[Saved data entries]
=== Begin Enclosure ===
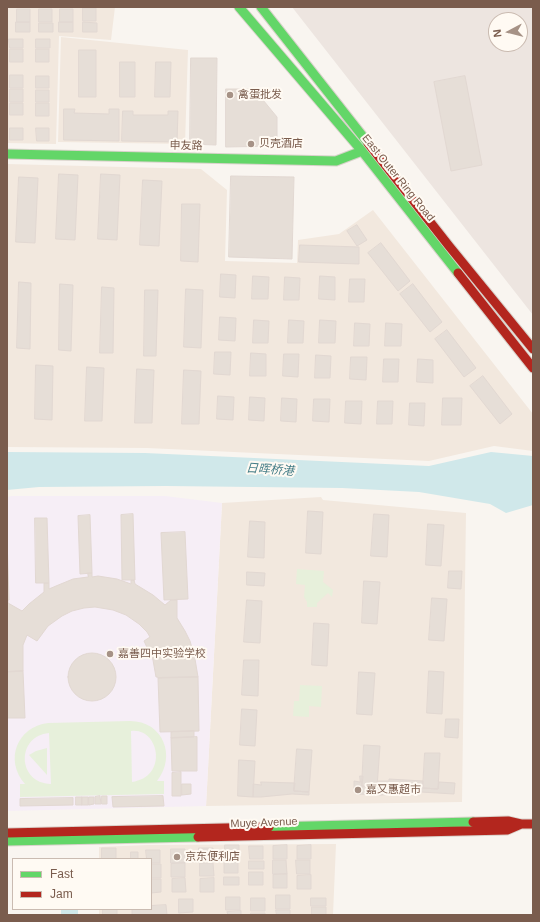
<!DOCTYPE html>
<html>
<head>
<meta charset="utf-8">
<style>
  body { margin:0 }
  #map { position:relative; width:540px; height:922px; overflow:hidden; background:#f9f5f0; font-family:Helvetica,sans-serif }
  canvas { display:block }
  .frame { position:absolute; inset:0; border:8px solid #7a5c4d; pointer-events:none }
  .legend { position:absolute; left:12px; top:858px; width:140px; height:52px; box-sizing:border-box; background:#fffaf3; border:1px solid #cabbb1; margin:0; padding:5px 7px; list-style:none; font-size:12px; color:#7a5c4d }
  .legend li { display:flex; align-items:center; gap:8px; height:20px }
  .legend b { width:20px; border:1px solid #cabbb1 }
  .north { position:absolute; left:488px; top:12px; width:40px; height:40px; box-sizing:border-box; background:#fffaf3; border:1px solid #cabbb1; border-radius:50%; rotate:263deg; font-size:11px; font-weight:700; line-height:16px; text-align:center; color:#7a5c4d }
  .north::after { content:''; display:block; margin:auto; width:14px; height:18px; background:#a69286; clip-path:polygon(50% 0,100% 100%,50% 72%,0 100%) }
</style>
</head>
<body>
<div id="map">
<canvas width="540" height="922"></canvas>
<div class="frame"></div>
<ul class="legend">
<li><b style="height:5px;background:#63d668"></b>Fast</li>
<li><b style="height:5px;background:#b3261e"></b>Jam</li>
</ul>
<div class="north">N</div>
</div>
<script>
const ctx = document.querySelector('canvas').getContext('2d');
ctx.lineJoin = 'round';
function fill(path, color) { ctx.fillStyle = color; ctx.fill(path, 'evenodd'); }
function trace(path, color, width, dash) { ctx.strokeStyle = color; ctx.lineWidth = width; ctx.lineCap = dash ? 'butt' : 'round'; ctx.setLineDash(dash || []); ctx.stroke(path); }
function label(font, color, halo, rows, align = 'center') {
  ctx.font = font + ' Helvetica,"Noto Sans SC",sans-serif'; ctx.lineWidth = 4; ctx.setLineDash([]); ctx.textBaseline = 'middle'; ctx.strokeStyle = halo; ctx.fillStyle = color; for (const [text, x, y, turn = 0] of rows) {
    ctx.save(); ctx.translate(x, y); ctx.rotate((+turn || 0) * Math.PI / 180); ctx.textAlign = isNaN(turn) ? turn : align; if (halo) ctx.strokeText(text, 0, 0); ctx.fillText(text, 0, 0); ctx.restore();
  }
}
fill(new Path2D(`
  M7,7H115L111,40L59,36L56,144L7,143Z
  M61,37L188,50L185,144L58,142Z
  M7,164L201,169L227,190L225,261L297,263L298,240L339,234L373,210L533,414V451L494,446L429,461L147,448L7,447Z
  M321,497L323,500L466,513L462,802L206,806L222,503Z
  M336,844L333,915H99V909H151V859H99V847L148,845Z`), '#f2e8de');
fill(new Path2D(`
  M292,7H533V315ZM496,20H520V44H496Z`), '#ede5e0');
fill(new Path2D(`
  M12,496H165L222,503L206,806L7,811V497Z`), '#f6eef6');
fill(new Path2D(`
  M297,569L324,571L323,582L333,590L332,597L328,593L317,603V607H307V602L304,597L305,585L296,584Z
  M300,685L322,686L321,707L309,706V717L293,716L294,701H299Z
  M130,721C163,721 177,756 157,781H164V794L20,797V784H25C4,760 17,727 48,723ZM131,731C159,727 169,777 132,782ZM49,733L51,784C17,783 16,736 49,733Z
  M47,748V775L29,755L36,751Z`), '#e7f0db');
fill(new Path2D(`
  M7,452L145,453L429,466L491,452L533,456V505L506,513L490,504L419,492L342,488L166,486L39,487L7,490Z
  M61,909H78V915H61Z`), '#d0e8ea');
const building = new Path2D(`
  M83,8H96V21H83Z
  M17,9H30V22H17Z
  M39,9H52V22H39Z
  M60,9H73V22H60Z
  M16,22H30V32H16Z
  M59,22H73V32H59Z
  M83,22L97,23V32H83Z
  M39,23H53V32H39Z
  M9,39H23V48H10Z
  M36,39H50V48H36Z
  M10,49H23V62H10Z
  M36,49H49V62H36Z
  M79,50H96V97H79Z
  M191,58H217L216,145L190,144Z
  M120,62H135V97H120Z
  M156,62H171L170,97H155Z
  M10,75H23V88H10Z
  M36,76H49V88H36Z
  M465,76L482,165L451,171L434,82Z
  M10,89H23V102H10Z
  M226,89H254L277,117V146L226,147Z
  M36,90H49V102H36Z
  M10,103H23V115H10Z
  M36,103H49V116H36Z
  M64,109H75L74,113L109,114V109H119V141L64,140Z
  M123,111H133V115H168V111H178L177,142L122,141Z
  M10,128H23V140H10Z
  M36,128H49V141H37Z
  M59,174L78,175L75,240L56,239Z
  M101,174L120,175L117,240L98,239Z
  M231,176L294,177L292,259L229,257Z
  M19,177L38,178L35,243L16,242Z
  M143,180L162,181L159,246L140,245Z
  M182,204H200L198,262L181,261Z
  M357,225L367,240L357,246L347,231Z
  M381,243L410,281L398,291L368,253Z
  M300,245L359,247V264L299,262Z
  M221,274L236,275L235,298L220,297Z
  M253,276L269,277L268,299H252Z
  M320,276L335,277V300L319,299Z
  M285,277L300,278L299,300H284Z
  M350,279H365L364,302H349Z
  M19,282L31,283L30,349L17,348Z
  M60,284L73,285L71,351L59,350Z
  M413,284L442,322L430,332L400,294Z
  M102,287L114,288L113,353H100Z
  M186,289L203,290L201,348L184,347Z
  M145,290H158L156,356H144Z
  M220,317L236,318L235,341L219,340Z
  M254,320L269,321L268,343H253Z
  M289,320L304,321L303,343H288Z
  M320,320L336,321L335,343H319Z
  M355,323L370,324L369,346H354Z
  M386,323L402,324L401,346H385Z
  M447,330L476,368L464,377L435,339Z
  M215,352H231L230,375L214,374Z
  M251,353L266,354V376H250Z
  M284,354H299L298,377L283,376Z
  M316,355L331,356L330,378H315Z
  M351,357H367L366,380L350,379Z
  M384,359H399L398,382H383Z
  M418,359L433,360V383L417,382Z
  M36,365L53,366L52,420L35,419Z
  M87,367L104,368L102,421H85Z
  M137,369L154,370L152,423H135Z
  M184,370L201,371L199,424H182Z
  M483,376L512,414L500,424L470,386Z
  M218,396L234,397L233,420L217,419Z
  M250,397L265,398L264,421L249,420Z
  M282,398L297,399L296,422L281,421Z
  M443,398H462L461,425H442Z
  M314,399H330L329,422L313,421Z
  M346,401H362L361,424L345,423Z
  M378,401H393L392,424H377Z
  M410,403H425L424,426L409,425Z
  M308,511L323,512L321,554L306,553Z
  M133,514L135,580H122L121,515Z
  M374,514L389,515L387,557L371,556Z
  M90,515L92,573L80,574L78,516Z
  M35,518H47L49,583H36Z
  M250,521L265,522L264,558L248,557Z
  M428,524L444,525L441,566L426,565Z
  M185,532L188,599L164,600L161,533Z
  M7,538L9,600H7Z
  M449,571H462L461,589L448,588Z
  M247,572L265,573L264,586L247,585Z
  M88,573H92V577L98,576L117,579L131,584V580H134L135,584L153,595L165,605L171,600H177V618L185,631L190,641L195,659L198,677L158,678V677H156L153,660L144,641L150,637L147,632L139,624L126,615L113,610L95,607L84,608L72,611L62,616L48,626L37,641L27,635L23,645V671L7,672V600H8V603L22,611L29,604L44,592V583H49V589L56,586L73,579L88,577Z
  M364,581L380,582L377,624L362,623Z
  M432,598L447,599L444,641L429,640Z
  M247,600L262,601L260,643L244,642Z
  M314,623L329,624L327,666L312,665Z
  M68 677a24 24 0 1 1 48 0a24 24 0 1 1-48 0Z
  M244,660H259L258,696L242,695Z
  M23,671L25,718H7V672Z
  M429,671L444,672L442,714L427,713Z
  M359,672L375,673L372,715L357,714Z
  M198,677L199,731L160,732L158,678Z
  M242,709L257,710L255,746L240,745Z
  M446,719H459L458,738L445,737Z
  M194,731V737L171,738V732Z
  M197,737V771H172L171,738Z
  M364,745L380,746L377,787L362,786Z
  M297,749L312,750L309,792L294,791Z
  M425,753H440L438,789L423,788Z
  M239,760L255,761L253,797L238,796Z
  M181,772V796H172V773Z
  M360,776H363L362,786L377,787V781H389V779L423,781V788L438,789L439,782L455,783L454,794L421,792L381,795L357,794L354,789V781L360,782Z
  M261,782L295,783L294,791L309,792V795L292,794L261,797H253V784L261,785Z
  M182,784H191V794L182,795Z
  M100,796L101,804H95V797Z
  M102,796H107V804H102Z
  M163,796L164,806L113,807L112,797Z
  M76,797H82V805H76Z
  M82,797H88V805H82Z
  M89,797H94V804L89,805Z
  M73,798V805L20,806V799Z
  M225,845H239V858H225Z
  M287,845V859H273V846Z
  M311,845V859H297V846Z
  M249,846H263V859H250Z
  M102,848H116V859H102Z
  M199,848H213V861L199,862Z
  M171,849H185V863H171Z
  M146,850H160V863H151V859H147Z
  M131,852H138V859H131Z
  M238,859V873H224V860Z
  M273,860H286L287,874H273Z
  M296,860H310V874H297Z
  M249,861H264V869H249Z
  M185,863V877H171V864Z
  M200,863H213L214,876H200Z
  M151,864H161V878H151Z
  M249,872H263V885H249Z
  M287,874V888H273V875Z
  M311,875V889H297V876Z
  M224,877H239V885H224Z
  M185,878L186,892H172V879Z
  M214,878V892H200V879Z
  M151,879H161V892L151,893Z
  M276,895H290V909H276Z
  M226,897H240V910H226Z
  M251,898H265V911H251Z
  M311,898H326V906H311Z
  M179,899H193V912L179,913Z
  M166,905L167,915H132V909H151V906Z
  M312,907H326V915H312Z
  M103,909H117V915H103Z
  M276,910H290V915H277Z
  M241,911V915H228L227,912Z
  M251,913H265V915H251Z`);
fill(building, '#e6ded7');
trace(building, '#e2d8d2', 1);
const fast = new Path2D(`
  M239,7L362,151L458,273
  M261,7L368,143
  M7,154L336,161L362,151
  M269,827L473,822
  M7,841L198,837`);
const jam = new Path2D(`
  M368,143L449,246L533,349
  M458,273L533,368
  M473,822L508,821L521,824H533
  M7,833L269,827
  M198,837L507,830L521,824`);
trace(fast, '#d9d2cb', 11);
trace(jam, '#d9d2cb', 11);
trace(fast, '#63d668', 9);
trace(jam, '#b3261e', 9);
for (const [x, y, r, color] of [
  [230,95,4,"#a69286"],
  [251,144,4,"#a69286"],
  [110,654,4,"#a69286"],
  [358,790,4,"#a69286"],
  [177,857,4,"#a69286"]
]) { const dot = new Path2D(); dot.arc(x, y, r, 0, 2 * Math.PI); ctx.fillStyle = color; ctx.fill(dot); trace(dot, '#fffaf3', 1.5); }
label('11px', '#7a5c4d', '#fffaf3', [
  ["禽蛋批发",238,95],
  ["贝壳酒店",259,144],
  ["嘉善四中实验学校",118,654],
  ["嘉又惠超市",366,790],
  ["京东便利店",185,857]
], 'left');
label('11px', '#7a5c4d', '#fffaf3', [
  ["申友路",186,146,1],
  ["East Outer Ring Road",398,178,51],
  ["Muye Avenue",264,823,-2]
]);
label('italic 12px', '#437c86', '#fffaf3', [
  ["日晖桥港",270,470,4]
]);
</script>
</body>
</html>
=== End Enclosure ===
- TASK OBJECTIVE -
Please make an exact copy of the lines above from the line with "M247,600L262,601L260,643L244,642Z" through the line with "M242,709L257,710L255,746L240,745Z", both ends included.

- RESPONSE BELOW -
  M247,600L262,601L260,643L244,642Z
  M314,623L329,624L327,666L312,665Z
  M68 677a24 24 0 1 1 48 0a24 24 0 1 1-48 0Z
  M244,660H259L258,696L242,695Z
  M23,671L25,718H7V672Z
  M429,671L444,672L442,714L427,713Z
  M359,672L375,673L372,715L357,714Z
  M198,677L199,731L160,732L158,678Z
  M242,709L257,710L255,746L240,745Z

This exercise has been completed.